AREEA notes the matter is one of two significant cases – the other being WorkPac v Skene – which have tested the Fair Work Act’s treatment of casual employment arrangements.  In both cases, the Federal Court has ruled an employee’s patterns of work were the key determinative factor to their employment status.

“The position taken by the Federal Court in multiple decisions now, is that an employee can sign a casual employment contract and be paid a casual loading, but later claim to be owed permanent entitlements,” Steve Knott, AREEA chief executive said (pictured).

“This is a remarkable position that is highly damaging to business confidence and will see more internationally-funded class action law firms, many with obscenely large contingency fees, circling Australian businesses like sharks.

“Most would agree it is rather unfair that an employee could accept a higher rate of pay for being casually engaged, only to later also claim for back-paid permanent entitlements such as annual leave and redundancy, due to their patterns of work.

“Many Australian businesses – small, medium and large – are hanging on by their fingernails in this COVID-19 environment. The prospect of having to defend up to six years’ worth of back pay claims from former casual employees is the last thing they need.

“The capacity to deal with something this unforeseen will send many of them to the wall.”

Mr Knott said AREEA will urge the Morrison Government to amend the Fair Work Act to clearly define a casual employee as one that has been “engaged and paid as such”.

An important balance to this, he said, was to provide an automatic right for all casual employees working on a regular and systematic basis to convert to permanency after 12 months with the same employer.

“Casual employment and labour hire is a small but very important function of Australia’s labour market,” Mr Knott said.

“In the resources industry, where it comprises about 16 per cent of the total workforce, casual employment often provides a foot-in-the-door in entry level positions for people new to the industry. At the other end of the spectrum, highly-skilled employees often take well-paid casual contracts where their capabilities are in greatest demand.

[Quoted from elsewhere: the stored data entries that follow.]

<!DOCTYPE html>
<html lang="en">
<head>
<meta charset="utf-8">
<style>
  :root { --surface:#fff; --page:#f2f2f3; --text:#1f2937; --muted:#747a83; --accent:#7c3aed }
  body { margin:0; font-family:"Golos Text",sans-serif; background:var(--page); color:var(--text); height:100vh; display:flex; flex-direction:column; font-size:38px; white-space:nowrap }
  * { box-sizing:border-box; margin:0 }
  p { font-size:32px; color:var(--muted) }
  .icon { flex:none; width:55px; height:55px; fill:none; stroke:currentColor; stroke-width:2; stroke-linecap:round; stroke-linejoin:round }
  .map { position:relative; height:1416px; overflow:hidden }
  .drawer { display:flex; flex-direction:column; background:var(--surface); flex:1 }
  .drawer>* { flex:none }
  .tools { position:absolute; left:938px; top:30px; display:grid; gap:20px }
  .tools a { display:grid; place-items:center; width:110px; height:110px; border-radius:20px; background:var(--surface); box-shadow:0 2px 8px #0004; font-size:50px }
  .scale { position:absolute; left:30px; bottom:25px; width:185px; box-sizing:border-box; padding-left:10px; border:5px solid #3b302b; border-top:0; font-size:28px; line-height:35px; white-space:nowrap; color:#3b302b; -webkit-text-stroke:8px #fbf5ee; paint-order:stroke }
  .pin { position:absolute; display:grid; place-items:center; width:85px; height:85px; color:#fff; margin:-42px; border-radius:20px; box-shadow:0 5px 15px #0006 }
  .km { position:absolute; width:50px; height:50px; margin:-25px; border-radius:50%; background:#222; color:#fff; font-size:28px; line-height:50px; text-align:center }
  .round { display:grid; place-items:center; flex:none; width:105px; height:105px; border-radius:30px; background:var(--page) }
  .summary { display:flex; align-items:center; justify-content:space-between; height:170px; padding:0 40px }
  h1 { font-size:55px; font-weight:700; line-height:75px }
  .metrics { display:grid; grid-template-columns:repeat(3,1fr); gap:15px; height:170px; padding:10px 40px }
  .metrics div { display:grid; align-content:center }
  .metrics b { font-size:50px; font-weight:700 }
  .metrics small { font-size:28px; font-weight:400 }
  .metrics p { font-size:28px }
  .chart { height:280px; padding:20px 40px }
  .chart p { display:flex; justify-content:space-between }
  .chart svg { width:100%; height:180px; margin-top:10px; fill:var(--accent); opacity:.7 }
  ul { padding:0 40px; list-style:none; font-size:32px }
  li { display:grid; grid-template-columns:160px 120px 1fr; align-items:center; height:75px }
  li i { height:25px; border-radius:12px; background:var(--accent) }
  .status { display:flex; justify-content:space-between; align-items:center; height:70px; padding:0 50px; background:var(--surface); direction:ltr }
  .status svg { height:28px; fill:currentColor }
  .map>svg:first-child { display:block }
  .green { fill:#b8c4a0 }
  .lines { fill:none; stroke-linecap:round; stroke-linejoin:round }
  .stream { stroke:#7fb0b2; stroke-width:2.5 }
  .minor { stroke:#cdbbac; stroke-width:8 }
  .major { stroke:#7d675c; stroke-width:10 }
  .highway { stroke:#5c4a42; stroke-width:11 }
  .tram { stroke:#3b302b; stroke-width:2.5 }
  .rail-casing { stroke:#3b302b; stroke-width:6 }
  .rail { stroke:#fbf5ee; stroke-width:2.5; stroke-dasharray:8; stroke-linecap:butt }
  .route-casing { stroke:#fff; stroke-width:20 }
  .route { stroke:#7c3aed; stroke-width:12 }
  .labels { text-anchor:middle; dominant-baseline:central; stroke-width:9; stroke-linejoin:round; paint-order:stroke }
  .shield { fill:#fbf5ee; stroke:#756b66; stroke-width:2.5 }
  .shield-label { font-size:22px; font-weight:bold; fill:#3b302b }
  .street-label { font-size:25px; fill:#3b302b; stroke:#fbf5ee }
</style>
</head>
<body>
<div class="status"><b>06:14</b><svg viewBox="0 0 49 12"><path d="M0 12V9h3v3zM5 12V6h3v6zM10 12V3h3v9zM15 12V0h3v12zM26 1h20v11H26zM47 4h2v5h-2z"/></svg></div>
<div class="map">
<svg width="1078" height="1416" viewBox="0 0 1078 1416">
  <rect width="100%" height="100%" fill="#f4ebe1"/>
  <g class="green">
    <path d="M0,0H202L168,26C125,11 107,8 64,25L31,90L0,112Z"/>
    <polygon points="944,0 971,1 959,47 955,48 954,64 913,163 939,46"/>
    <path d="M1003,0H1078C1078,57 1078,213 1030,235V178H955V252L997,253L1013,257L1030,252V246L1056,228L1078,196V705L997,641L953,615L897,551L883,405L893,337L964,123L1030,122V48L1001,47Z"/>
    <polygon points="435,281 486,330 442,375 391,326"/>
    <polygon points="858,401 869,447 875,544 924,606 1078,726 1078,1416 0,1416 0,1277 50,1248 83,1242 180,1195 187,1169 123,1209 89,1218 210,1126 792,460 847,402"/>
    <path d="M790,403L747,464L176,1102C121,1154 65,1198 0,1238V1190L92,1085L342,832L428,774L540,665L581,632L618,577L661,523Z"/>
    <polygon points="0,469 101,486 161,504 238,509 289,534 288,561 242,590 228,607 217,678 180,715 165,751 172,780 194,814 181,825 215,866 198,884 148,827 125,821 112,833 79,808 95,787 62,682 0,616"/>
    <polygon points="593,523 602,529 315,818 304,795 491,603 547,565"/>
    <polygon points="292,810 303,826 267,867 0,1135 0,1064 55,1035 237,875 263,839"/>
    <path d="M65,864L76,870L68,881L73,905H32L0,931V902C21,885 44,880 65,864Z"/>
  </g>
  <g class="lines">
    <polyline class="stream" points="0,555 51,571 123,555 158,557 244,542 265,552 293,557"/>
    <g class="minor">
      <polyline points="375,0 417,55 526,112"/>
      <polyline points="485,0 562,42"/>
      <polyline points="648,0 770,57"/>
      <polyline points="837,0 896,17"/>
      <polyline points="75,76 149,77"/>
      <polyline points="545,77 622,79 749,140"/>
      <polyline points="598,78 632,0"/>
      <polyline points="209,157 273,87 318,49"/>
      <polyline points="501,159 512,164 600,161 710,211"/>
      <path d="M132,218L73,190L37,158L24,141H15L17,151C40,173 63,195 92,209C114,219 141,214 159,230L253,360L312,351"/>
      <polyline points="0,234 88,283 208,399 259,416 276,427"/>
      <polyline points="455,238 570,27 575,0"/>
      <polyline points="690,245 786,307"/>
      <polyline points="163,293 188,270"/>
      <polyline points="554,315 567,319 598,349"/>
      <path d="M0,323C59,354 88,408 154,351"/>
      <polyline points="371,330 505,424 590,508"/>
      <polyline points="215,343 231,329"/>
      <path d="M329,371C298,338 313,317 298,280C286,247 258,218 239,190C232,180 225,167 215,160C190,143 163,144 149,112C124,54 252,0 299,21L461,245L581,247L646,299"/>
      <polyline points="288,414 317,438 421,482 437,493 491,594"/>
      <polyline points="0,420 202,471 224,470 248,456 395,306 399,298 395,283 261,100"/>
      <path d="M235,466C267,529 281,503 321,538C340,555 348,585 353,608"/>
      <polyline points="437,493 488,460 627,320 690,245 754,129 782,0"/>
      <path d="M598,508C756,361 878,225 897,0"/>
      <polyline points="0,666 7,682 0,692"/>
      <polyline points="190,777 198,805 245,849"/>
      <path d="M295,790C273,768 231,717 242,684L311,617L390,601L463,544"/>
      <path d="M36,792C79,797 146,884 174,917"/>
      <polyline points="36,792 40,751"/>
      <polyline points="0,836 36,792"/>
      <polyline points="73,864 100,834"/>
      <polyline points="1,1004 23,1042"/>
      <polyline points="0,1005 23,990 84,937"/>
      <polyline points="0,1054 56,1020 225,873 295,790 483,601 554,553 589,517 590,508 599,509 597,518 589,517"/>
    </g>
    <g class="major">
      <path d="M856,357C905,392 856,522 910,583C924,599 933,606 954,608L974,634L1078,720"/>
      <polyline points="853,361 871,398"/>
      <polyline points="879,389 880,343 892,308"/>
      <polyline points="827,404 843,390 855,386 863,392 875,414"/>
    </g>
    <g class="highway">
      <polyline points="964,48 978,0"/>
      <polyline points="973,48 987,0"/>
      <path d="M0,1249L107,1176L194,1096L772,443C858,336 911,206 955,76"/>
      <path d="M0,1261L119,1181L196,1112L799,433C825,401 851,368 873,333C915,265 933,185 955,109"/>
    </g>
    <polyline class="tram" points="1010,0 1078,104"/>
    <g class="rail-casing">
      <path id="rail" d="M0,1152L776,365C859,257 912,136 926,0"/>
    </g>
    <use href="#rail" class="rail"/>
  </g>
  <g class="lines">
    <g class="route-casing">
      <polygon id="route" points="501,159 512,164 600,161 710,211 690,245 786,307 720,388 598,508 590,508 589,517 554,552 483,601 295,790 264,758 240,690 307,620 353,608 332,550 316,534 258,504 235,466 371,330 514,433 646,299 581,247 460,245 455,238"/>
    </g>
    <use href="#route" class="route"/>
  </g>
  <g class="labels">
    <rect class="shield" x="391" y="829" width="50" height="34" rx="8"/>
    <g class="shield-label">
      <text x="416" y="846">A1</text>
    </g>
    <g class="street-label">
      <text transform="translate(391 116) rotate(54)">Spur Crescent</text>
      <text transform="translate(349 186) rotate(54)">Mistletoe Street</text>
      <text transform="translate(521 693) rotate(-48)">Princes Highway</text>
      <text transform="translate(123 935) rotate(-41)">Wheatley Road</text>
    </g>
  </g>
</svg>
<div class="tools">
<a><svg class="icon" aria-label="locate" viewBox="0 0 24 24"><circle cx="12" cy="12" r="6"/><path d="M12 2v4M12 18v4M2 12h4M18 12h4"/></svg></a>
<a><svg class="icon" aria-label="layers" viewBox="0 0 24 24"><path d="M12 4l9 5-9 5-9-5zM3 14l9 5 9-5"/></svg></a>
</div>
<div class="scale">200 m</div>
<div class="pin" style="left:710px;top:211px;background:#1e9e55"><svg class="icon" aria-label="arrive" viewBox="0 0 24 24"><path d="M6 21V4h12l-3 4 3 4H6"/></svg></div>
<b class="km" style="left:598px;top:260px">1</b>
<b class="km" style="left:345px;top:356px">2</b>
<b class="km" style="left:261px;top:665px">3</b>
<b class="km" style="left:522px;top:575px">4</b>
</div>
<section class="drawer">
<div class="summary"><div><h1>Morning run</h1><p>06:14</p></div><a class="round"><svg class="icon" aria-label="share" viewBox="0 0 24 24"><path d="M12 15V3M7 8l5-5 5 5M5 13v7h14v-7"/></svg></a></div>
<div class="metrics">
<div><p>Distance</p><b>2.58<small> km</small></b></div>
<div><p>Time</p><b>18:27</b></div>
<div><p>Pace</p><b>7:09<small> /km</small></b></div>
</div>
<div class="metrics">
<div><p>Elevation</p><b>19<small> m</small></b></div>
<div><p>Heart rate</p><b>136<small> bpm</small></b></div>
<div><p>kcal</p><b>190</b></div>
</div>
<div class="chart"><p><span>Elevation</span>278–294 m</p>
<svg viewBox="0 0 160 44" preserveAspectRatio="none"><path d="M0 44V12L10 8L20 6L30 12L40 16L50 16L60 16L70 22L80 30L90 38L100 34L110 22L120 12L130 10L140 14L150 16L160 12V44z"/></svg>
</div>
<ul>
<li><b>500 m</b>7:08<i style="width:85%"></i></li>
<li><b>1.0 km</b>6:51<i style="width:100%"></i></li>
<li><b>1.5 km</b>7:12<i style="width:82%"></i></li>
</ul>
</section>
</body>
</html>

“Until the Australian Parliament fixes this issue with a clear, common-sense definition of casual employment, businesses will remain reluctant to hire casuals or provide existing casual employees with any regularity in their working hours.

“Demonising casual employment arrangements is short-sighted and far removed from reality.

“Business needs all the options it can get, and as much confidence as can be mustered, to get people back into employment as quickly as possible during the post-pandemic economic recovery period.”

Australian Chamber of Commerce and Industry (ACCI) said the decision has intensified the uncertainty regarding the engagement of casuals and calls into question the employment of hundreds of thousands of Australians, particularly young people, students, parents and carers.

“This is a threat to the viability of thousands of businesses who need casual labour and its timing could not be more serious for our country,” ACCI CEO James Pearson said.

“Australians know that it’s not fair to be paid twice for the same work and other employees have every right to be angered by a system that allows some people to double dip.